The type of food has a profound effect on metabolism. Let’s take the above example. If you drink a Coke and get 100 calories of sugar you’ll have a quick insulin response and your body will suddenly go into sugar-burning mode. This will last much longer than just the short time it takes for the sugar to get into your blood stream. The high insulin will allow you to take this sugar and store most of it as fat to be used later on (or maybe never) and eventually blood sugar levels will drop so another hormone, typically cortisol, will be secreted to bring your sugars levels back up – often at the expense of breaking down proteins into sugar, unless you consume some more sugar as you feel the craving coming on. Even zero calorie sweeteners like Splenda and Nutrasweet will shift your body to sugar burning. Yes, natural sweeteners like xylitol and maltitol too, though not as much. But if those 100 calories came from complex carbohydrates like vegetables and whole grains, or even other simple sugars like fruits, the hormonal response would not be as dramatic. The rise and fall of blood sugar regulated by cortisol and insulin would be much less dramatic. Add in some protein and fats with those carbs, and the response is even less.
A similar story can be told with the fats. Eating fats from raw nuts, seeds, fish oil, flax, eggs, avocados and olive oil will help fight inflammation, balance beneficial hormones like estrogen, progesterone, testosterone and DHEA, and shift or keep your body in a fat-burning mode. Now consume the same number of calories of bad fats – say from hydrogenated fats or vegetable oils such as corn, soy, or safflower – and you’ll create inflammation, free radical damage, and hormonal imbalances. That, in time, will shift the body to more a sugar-burning mode due to the overall stress created. Essentially, more stress = more sugar burning = more fat stored = weight gain = low energy = more stress.

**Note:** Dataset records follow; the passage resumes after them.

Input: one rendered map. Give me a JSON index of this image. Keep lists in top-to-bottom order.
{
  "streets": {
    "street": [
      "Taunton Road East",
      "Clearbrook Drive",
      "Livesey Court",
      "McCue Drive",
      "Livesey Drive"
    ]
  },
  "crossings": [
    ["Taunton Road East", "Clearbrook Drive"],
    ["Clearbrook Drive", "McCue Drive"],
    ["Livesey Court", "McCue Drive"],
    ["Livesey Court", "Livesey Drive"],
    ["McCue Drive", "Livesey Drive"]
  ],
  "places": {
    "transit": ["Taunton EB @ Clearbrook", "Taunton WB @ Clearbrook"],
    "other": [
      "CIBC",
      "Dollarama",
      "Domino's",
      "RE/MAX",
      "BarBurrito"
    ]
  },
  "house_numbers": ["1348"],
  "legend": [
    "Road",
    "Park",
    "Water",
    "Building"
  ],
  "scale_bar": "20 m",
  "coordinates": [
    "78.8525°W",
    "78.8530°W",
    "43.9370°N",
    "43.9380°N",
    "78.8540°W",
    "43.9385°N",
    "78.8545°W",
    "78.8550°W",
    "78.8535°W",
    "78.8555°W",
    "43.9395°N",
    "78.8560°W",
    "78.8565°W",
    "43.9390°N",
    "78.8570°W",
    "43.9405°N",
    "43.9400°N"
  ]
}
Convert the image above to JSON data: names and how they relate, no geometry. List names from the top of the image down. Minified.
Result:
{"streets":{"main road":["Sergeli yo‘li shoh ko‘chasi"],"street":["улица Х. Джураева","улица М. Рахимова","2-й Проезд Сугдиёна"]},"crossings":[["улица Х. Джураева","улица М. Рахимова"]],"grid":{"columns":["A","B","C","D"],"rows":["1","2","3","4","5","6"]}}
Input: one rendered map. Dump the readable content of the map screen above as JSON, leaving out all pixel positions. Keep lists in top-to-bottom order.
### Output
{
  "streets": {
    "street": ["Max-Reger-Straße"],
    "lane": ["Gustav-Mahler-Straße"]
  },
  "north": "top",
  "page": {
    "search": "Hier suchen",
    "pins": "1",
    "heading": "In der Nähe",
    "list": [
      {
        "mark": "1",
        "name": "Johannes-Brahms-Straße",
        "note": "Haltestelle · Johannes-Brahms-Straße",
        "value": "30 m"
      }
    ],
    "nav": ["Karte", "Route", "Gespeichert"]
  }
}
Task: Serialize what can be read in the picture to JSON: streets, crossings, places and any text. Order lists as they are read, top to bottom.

This is why when a person cuts calories but still eats a very unhealthy diet, they either lose a little weight but gain back more, or sometimes they gain weight. It’s the same story with the exercise. I’ve seen people gain weight (fat) while training for Ironman! It happens if the diet is unhealthy and the exercise is too stressful (high heart rate – too anaerobic). Conversely, it’s the same reason someone can lose weight by eating more healthy food – and yes, more calories.
A calorie is still a calorie but enough with the counting. It’s a huge waste of time. There is only one time a person should count calories, and the ONLY time I count them – and that’s during prolonged exercise and especially during prolonged racing (over 3 hours). It’s a good idea to make sure you’re refueling properly. Other than that, be done with it because regardless of how much energy a food contains, there’s more to food than just energy and once it’s in your body it’s all about what’s going on with you that’s going to determine how you metabolize that carbohydrate, protein, fat, or shot of whiskey. Your calorie counter book will make a nice paper weight or fire kindle. At least recycle it.